Dr. Lawrence: Did you do any research during your undergraduate work that got you interested in your future career or mainly stick with the course work?

Dr. Dewhirst: No. I did do research. I worked in several laboratories during that period of time, but having a father who is a scientist also stimulated me to be interested in research. He was in parasitology, and I can remember when I was five years old going out in the fields in Manhattan collecting fecal samples to look for worms. So I kind of got the bug, if you will.

Dr. Montana: Just like that.

Dr. Dewhirst: I did undergraduate research in the chemistry department. I also worked in the agronomy and plant pathology departments throughout my undergraduate studies.

Dr. Montana: And then you went to Colorado?

Dr. Dewhirst: I did. I actually started out as a pre-med in the chemistry department, and what I discovered was that the pre-meds there were a bit obnoxious.

Dr. Lawrence: Did you think about becoming a practicing veterinarian?

Dr. Dewhirst: No. When I applied I said I was interested in research.
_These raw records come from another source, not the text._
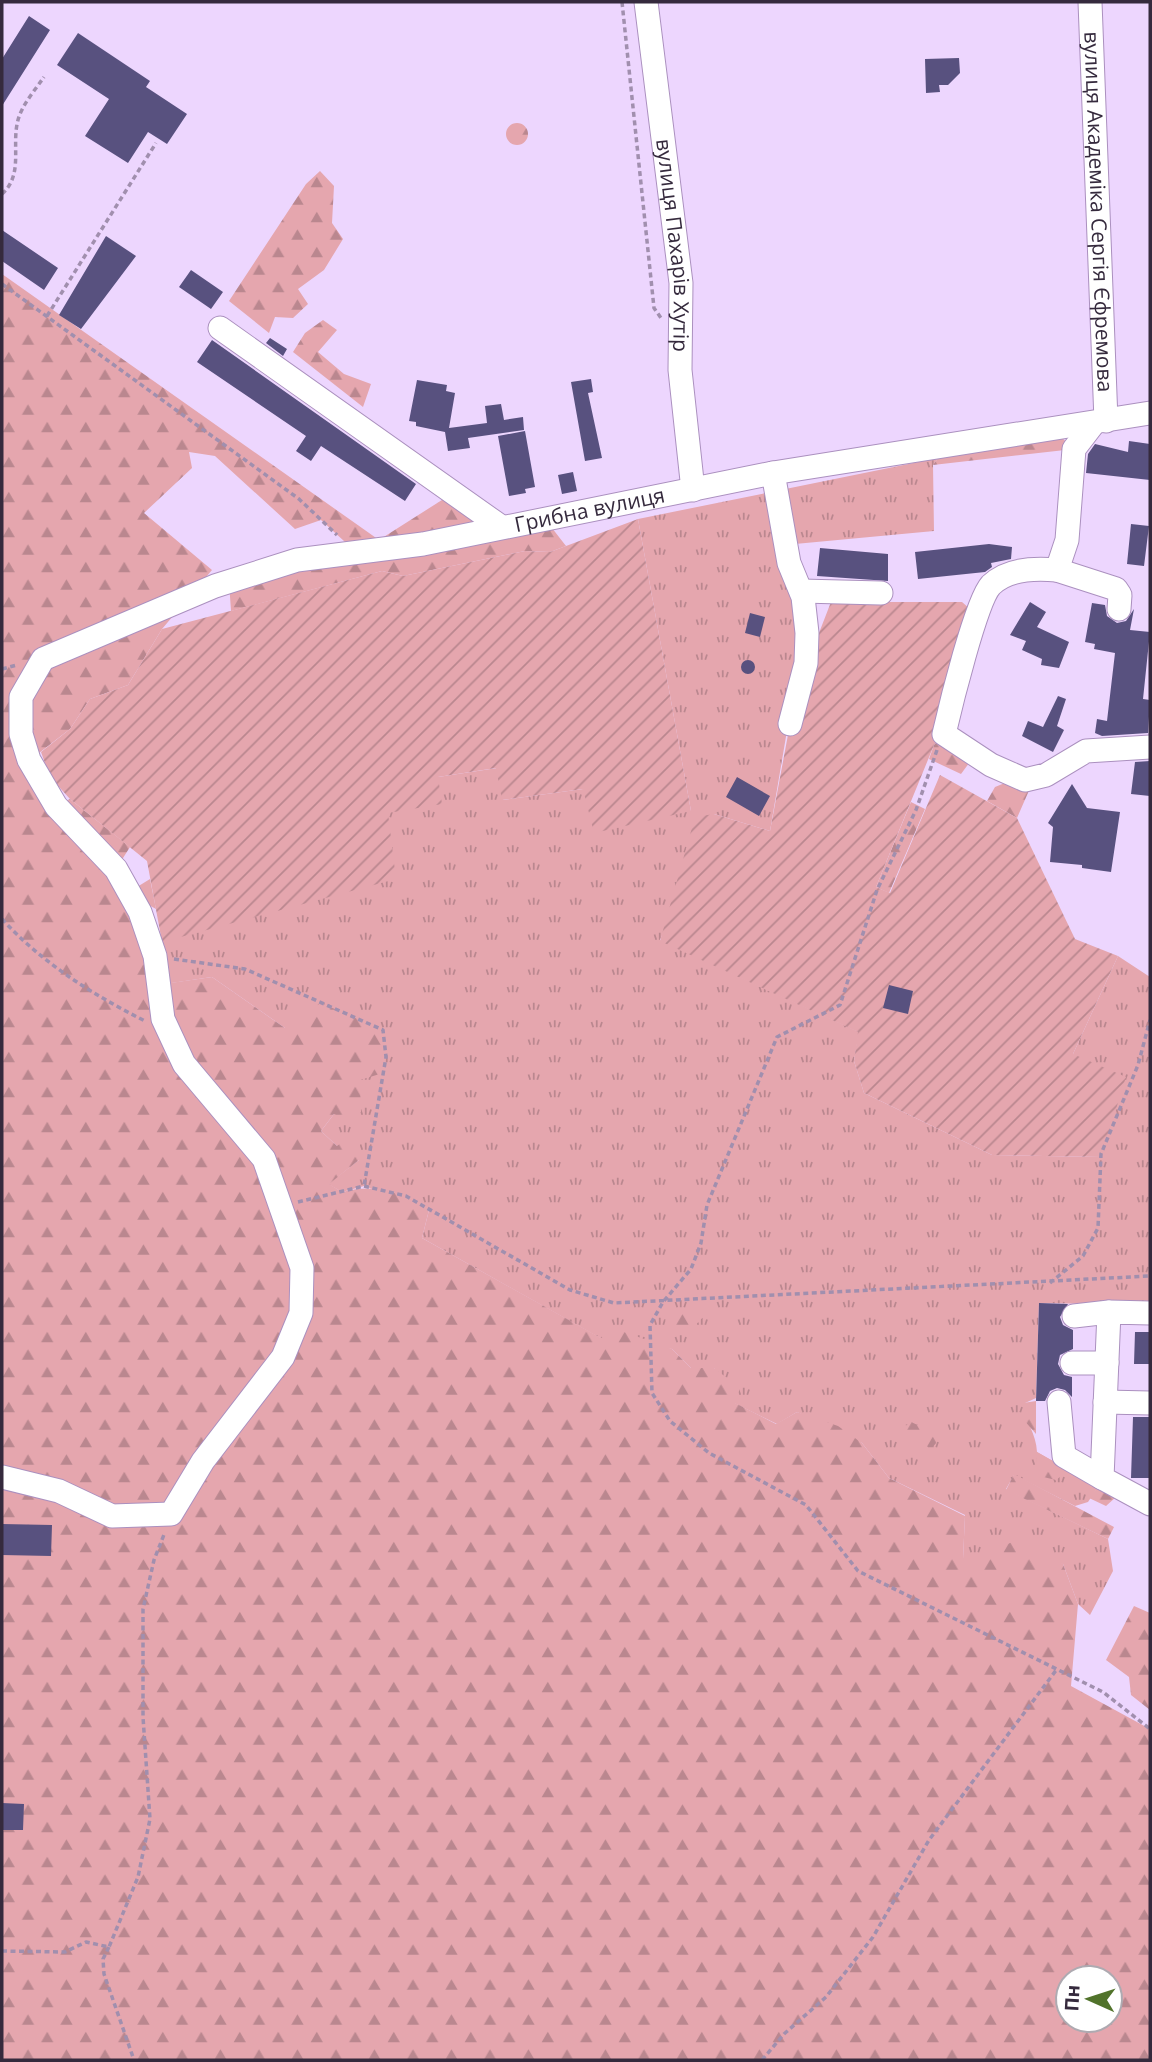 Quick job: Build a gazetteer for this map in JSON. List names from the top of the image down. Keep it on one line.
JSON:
{"streets":{"street":["вулиця Академіка Сергія Єфремова","вулиця Пахарів Хутір","Грибна вулиця"]},"crossings":[["вулиця Академіка Сергія Єфремова","Грибна вулиця"],["вулиця Пахарів Хутір","Грибна вулиця"]],"north":"left"} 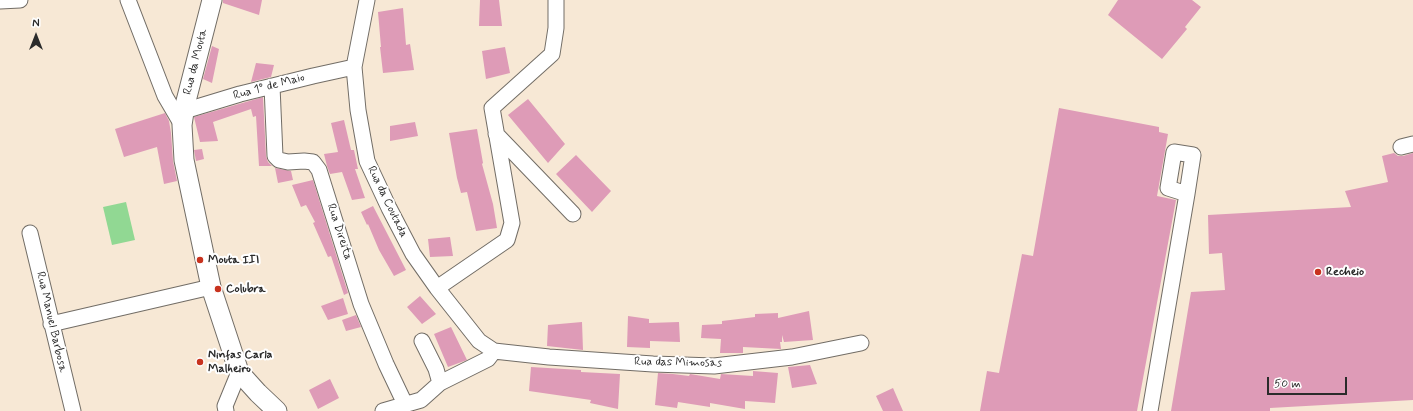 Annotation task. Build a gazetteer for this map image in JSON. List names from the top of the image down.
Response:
{
  "streets": {
    "main road": ["Rua da Mouta"],
    "street": [
      "Rua 1º de Maio",
      "Rua da Coutada",
      "Rua Direita",
      "Rua Manuel Barbosa",
      "Rua das Mimosas"
    ]
  },
  "crossings": [
    ["Rua da Mouta", "Rua 1º de Maio"],
    ["Rua 1º de Maio", "Rua da Coutada"],
    ["Rua 1º de Maio", "Rua Direita"],
    ["Rua da Coutada", "Rua das Mimosas"]
  ],
  "places": [
    "Mouta III",
    "Recheio",
    "Colubra",
    "Ninfas Carla Malheiro"
  ],
  "scale_bar": "50 m",
  "north": "top"
} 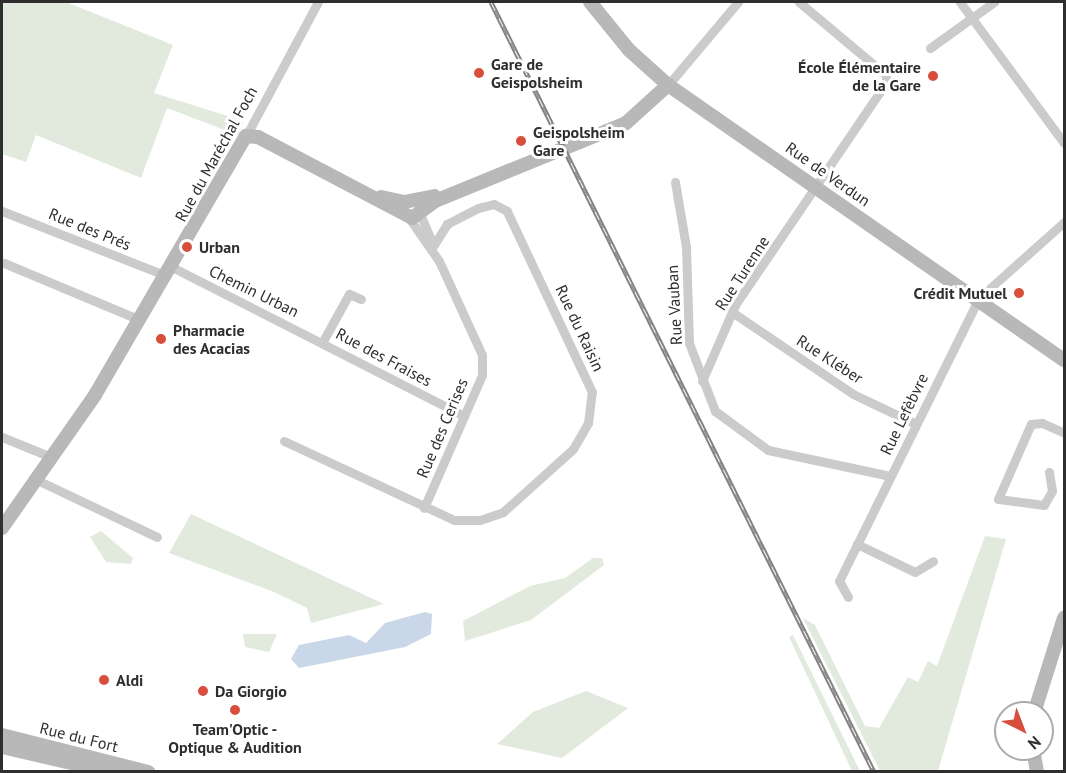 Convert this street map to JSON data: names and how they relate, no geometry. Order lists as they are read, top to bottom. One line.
{"streets":{"main road":["Rue du Maréchal Foch","Rue de Verdun","Rue du Fort"],"street":["Rue des Prés","Rue Turenne","Chemin Urban","Rue Vauban","Rue du Raisin","Rue des Fraises","Rue Kléber","Rue Lefèbvre","Rue des Cerises"]},"crossings":[["Rue du Maréchal Foch","Rue des Prés"],["Rue du Maréchal Foch","Chemin Urban"],["Rue de Verdun","Rue Turenne"],["Rue de Verdun","Rue Lefèbvre"],["Rue des Prés","Chemin Urban"],["Rue Turenne","Rue Vauban"],["Rue Turenne","Rue Kléber"],["Chemin Urban","Rue des Fraises"],["Rue Vauban","Rue Lefèbvre"],["Rue du Raisin","Rue des Cerises"],["Rue des Fraises","Rue des Cerises"],["Rue Kléber","Rue Lefèbvre"]],"places":["Gare de Geispolsheim","École Élémentaire de la Gare","Geispolsheim Gare","Urban","Crédit Mutuel","Pharmacie des Acacias","Aldi","Da Giorgio","Team'Optic - Optique & Audition"],"north":"bottom right"} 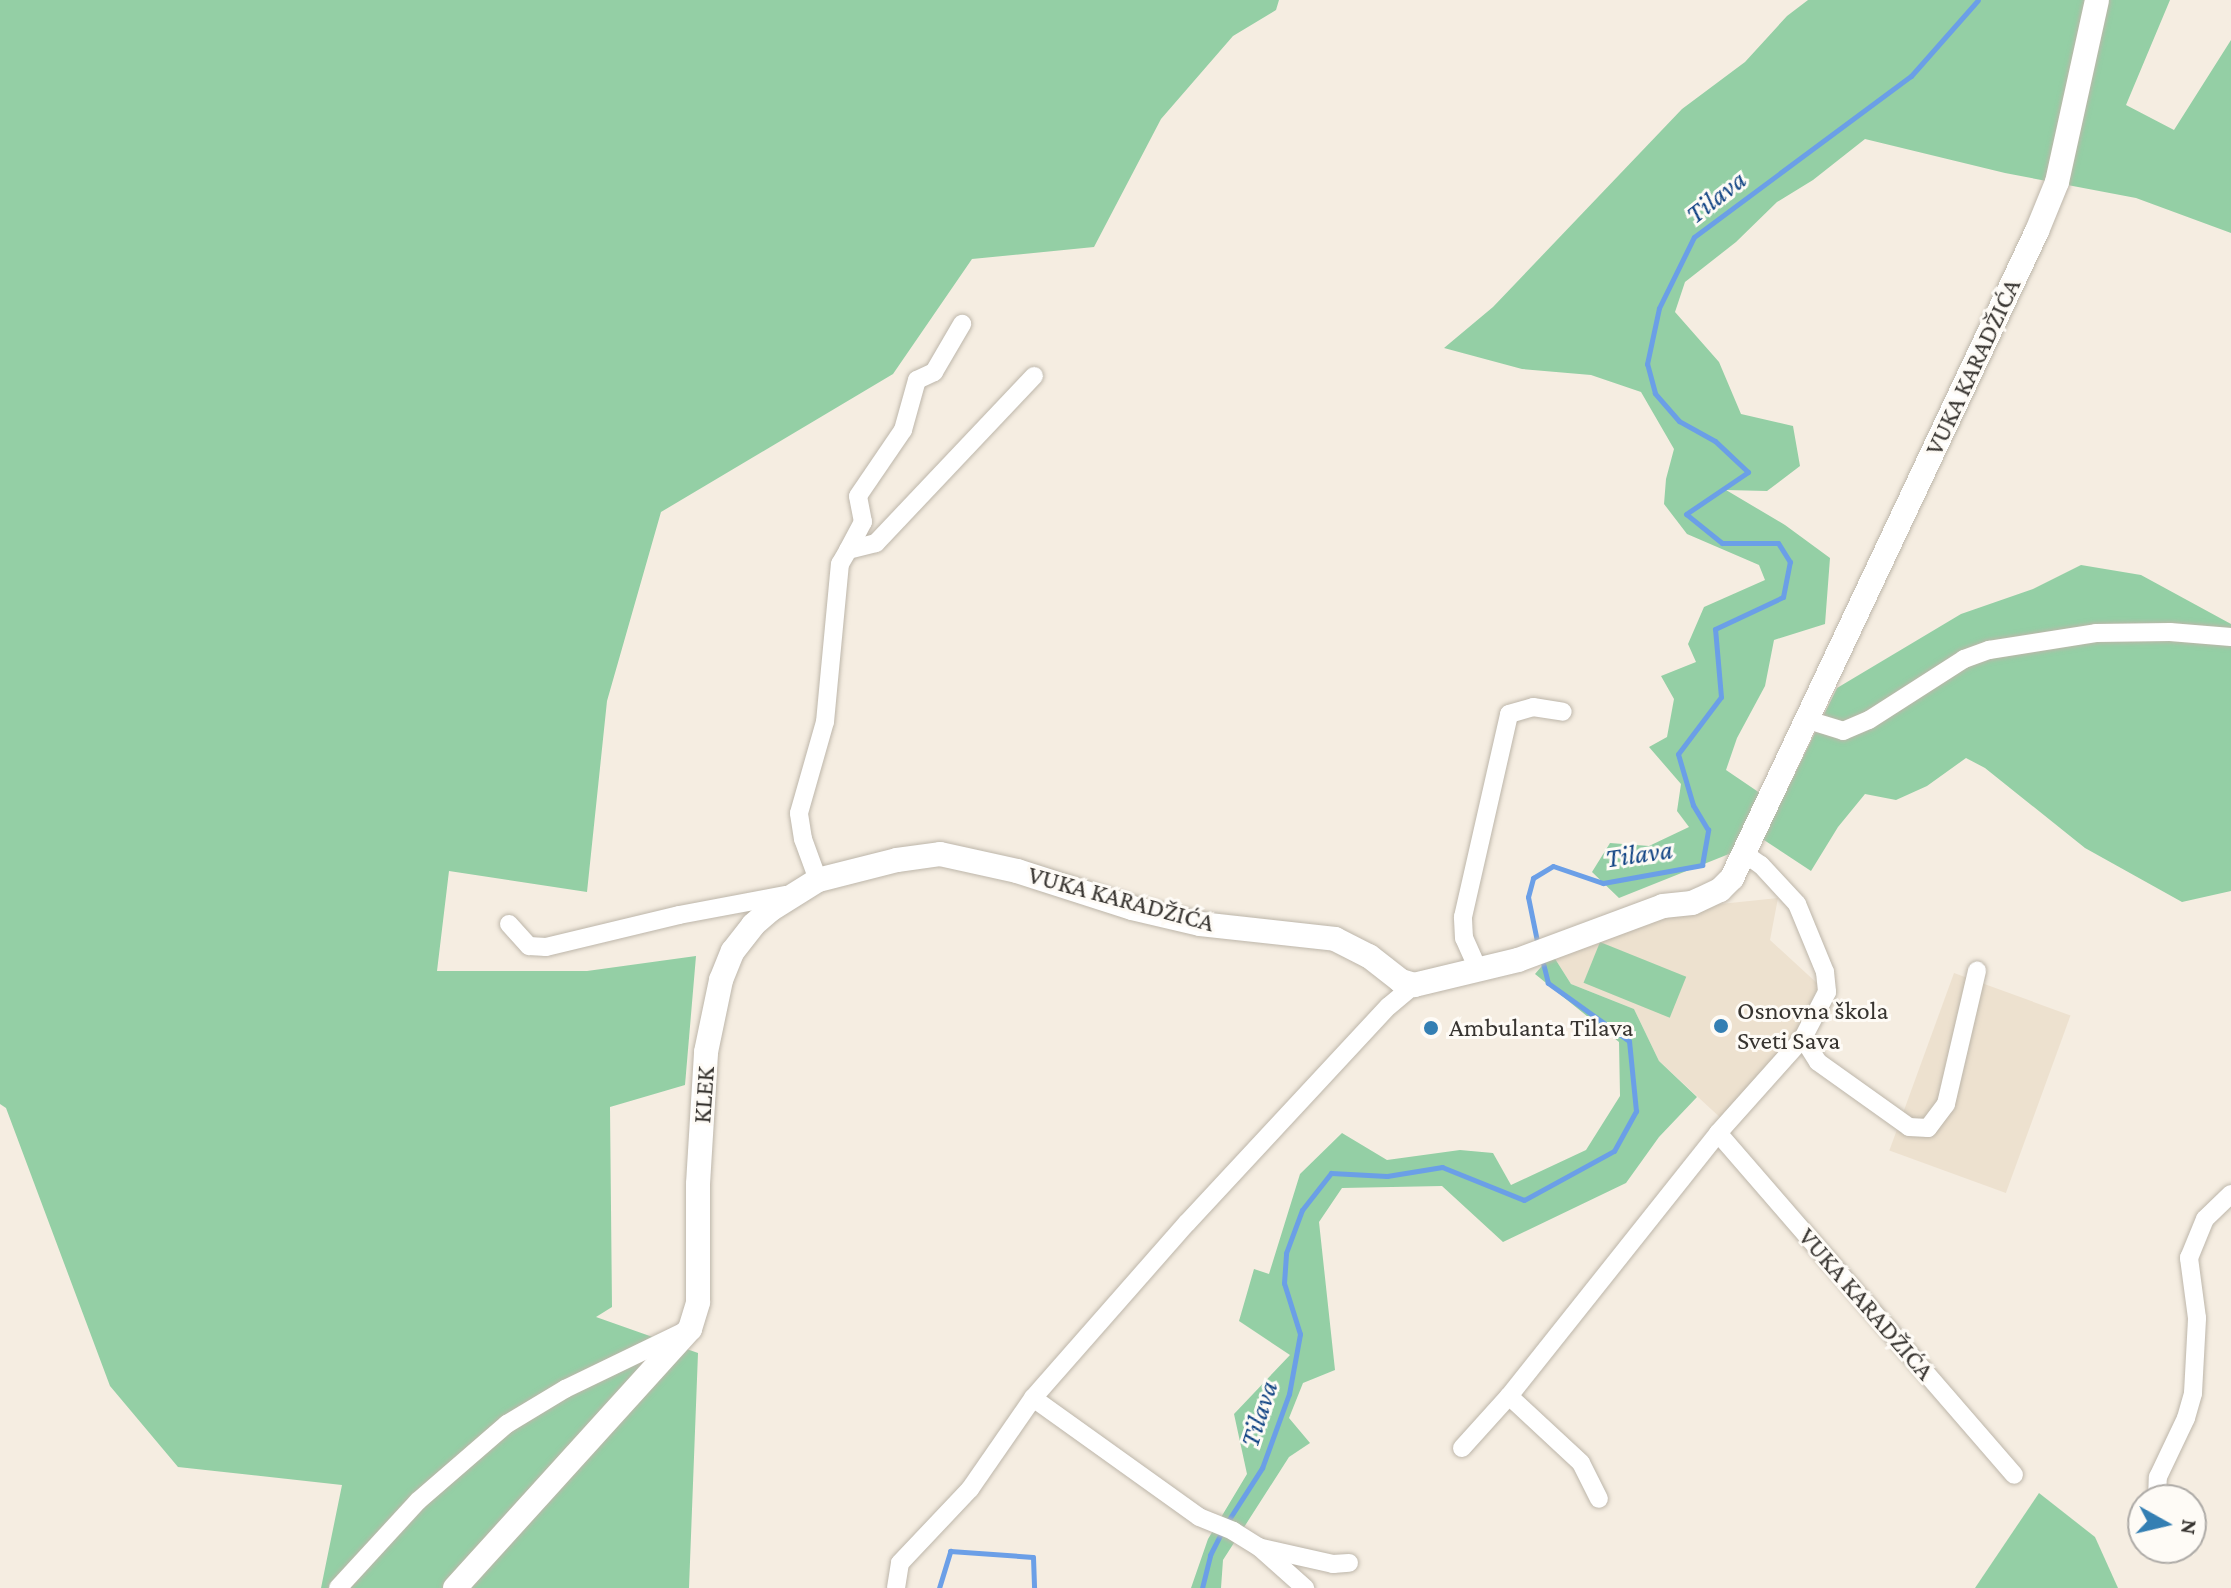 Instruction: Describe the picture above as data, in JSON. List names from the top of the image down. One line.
{"streets":{"street":["VUKA KARADŽIĆA","KLEK"]},"crossings":[["VUKA KARADŽIĆA","KLEK"]],"water":["Tilava"],"places":["Osnovna škola Sveti Sava","Ambulanta Tilava"],"north":"right"}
In fact, I was telling my father, when I decided to go, that I really thought that it would be interesting to study diseases in pet's as models for humans. I had no idea what I was talking about at the time, but it turned out to be a terrific career path.

Dr. Lawrence: I have always thought the best research degree was the veterinary degree, for that exact reason.

Dr. Dewhirst: So, I went to Colorado State and had a summer job working for Ed Gillette. That is what stimulated me to pursue a career in cancer research.

Dr. Lawrence: Ah, perfect.

Dr. Dewhirst: That’s how it happened, because up until that time I had lots of jobs and they were all kind of interesting. But when I started studying radiation oncology, and oncology in general, I knew I was hooked because I couldn't stop reading about it. It was the most interesting thing that I had ever done.

Dr. Montana: Was Ed at Colorado then?

Dr. Dewhirst: Yes, he was.

Dr. Montana: He died not too many years ago.

Dr. Dewhirst: Yes. Their department was certainly, I'd say, world famous. The department of radiation biology was in a position of prominence back in the 70s. The department was started in the early 1960s. So by the time I was there it was very well established and very well known.

Dr. Lawrence: I think it’s one of the best programs in the world in animal radiation biology and understanding, not just cells and culture, but actual patients.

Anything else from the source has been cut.